Your output should be the full listing, unchanged.

··· RECORDS TO USE

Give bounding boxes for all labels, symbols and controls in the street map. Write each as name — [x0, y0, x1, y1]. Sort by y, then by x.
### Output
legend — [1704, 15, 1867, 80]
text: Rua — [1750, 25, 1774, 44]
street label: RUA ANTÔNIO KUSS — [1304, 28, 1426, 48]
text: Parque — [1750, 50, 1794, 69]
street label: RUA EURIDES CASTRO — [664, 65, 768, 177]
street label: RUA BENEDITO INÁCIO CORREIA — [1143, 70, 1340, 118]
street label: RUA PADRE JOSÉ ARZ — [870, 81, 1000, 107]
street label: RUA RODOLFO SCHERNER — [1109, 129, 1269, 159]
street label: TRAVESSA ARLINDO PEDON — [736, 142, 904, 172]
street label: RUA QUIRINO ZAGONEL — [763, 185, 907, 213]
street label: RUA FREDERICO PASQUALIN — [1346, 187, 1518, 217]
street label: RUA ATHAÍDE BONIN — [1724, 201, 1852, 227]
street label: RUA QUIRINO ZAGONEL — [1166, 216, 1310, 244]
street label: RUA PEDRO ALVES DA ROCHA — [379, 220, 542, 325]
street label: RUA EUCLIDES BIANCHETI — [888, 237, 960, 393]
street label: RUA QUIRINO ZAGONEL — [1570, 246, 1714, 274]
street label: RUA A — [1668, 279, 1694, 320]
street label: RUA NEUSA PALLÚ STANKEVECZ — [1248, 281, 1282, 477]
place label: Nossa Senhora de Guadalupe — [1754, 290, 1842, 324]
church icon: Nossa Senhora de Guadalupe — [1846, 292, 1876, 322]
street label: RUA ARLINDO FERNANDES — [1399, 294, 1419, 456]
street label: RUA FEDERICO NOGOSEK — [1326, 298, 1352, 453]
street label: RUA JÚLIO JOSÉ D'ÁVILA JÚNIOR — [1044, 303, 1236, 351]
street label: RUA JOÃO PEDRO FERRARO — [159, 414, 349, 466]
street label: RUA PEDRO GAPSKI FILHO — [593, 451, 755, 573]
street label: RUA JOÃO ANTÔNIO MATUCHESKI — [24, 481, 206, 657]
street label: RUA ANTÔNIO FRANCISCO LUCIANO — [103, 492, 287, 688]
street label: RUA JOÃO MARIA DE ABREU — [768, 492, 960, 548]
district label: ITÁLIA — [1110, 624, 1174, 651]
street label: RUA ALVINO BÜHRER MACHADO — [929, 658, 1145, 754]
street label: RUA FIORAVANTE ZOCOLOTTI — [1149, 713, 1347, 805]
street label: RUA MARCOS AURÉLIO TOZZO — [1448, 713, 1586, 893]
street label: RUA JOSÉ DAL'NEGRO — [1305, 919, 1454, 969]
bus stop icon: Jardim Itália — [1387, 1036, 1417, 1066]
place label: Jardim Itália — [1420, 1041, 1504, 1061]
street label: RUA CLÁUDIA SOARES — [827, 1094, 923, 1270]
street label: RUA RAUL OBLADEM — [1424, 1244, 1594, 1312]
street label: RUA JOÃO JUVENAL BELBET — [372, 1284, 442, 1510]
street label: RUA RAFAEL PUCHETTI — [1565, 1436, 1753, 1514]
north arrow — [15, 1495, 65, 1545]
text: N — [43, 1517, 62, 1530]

······

SOLUTION FOR THIS EXERCISE —
Give bounding boxes for all labels, symbols and controls in the street map. Write each as name — [x0, y0, x1, y1]. Sort by y, then by x.
### Output
legend — [1704, 15, 1867, 80]
text: Rua — [1750, 25, 1774, 44]
street label: RUA ANTÔNIO KUSS — [1304, 28, 1426, 48]
text: Parque — [1750, 50, 1794, 69]
street label: RUA EURIDES CASTRO — [664, 65, 768, 177]
street label: RUA BENEDITO INÁCIO CORREIA — [1143, 70, 1340, 118]
street label: RUA PADRE JOSÉ ARZ — [870, 81, 1000, 107]
street label: RUA RODOLFO SCHERNER — [1109, 129, 1269, 159]
street label: TRAVESSA ARLINDO PEDON — [736, 142, 904, 172]
street label: RUA QUIRINO ZAGONEL — [763, 185, 907, 213]
street label: RUA FREDERICO PASQUALIN — [1346, 187, 1518, 217]
street label: RUA ATHAÍDE BONIN — [1724, 201, 1852, 227]
street label: RUA QUIRINO ZAGONEL — [1166, 216, 1310, 244]
street label: RUA PEDRO ALVES DA ROCHA — [379, 220, 542, 325]
street label: RUA EUCLIDES BIANCHETI — [888, 237, 960, 393]
street label: RUA QUIRINO ZAGONEL — [1570, 246, 1714, 274]
street label: RUA A — [1668, 279, 1694, 320]
street label: RUA NEUSA PALLÚ STANKEVECZ — [1248, 281, 1282, 477]
place label: Nossa Senhora de Guadalupe — [1754, 290, 1842, 324]
church icon: Nossa Senhora de Guadalupe — [1846, 292, 1876, 322]
street label: RUA ARLINDO FERNANDES — [1399, 294, 1419, 456]
street label: RUA FEDERICO NOGOSEK — [1326, 298, 1352, 453]
street label: RUA JÚLIO JOSÉ D'ÁVILA JÚNIOR — [1044, 303, 1236, 351]
street label: RUA JOÃO PEDRO FERRARO — [159, 414, 349, 466]
street label: RUA PEDRO GAPSKI FILHO — [593, 451, 755, 573]
street label: RUA JOÃO ANTÔNIO MATUCHESKI — [24, 481, 206, 657]
street label: RUA ANTÔNIO FRANCISCO LUCIANO — [103, 492, 287, 688]
street label: RUA JOÃO MARIA DE ABREU — [768, 492, 960, 548]
district label: ITÁLIA — [1110, 624, 1174, 651]
street label: RUA ALVINO BÜHRER MACHADO — [929, 658, 1145, 754]
street label: RUA FIORAVANTE ZOCOLOTTI — [1149, 713, 1347, 805]
street label: RUA MARCOS AURÉLIO TOZZO — [1448, 713, 1586, 893]
street label: RUA JOSÉ DAL'NEGRO — [1305, 919, 1454, 969]
bus stop icon: Jardim Itália — [1387, 1036, 1417, 1066]
place label: Jardim Itália — [1420, 1041, 1504, 1061]
street label: RUA CLÁUDIA SOARES — [827, 1094, 923, 1270]
street label: RUA RAUL OBLADEM — [1424, 1244, 1594, 1312]
street label: RUA JOÃO JUVENAL BELBET — [372, 1284, 442, 1510]
street label: RUA RAFAEL PUCHETTI — [1565, 1436, 1753, 1514]
north arrow — [15, 1495, 65, 1545]
text: N — [43, 1517, 62, 1530]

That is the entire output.